Re: [PATCH] xfs: account extra freespace btree splits for multiple allocations

Dave Chinner <david@xxxxxxxxxxxxx> · Tue, 22 Nov 2022 12:17:57 +1100

On Mon, Nov 21, 2022 at 06:32:48AM +0800, Gao Xiang wrote:
> On Wed, Nov 16, 2022 at 01:51:06PM +1100, Dave Chinner wrote:
> > On Tue, Nov 15, 2022 at 03:57:54PM +0800, Gao Xiang wrote:
> > > On Sun, Nov 13, 2022 at 08:45:45AM +1100, Dave Chinner wrote:
> > ..... because the assumption is that AGFL blocks come from free
> > space and so when we are at ENOSPC bno/cnt btrees *do no require
> > splits* so will not consume extra space. Hence allocation at ENOSPC
> > doesn't need to take into account AGFL block usage because the AGFL
> > will not be consumed.
> 
> I noticed another thing.  I think the reason why the first allocation
> in this case caused a cntbt split is that Zorro's workload set
> sunit/swidth.  Therefore, due to align requirement, I assume it
> called xfs_alloc_fix_len() to fix up agbno and len.
> 
> Actually I found our workload has the similar sunit/swidth setup and
> I am thinking about this these days.  One thing is that why we need
> freespace btree splits when consuming free blocks.

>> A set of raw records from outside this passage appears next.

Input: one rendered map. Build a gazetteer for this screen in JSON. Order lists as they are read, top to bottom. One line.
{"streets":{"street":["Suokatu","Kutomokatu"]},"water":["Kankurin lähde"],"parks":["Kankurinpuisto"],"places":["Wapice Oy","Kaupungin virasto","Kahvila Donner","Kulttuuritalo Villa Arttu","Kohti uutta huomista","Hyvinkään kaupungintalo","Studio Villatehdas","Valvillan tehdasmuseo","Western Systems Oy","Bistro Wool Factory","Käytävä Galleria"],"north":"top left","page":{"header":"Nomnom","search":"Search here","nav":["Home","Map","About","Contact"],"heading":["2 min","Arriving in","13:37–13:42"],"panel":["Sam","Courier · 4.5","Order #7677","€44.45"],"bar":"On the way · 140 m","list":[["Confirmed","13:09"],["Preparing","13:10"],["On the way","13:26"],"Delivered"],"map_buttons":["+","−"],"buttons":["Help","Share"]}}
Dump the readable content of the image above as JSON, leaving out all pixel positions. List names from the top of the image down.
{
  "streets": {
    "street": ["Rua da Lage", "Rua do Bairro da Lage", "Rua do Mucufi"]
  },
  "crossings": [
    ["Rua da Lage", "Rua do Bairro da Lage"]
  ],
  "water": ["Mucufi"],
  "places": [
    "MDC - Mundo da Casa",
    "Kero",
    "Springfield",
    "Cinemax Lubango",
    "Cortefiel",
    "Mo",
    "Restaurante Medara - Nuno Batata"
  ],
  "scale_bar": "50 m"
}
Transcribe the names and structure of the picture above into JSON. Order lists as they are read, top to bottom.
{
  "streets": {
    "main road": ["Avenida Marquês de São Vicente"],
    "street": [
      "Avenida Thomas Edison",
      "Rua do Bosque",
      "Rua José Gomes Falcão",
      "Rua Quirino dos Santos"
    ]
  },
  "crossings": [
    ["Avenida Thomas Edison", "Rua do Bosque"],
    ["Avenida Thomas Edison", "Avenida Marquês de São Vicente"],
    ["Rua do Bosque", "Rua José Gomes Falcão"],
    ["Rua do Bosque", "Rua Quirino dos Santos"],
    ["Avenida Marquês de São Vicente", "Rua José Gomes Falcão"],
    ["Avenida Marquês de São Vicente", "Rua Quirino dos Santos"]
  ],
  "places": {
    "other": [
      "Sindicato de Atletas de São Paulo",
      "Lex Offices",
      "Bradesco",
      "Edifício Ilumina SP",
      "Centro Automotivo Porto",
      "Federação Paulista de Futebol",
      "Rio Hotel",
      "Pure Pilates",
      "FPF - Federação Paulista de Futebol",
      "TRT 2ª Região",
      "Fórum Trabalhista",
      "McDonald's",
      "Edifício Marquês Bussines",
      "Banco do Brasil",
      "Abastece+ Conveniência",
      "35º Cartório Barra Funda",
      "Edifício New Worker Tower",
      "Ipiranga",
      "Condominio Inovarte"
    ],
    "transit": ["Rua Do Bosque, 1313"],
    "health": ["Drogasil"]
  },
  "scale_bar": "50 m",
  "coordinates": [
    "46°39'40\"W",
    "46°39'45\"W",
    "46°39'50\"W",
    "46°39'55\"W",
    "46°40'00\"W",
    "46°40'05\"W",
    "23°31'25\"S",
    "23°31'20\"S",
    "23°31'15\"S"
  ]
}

stripe alignment does not affect AGFL behaviour, not free space
btree allocation requirements. stripe alignment only affects the
initial user data allocations from xfs_bmap_btalloc() where the
stripe alignment variables (e.g. min align, align slop, etc). None
of these parameters are set for AGFL or btree block allocations, so
they ignore all alignment constraints.

> Another thing is that considering we're near ENOSPC, and bno/cnt
> btrees has only a few records.  If we allocates without alignment,
> I also think bno/cnt btrees do no require splits so it will not
> consume extra space since the overall extents only decrease.
> 
> Yet how about allocating with alignment? It seems that it can add
> another free extent in order to fulfill the alignment.  I'm not sure
> if it can cause some corner cases here.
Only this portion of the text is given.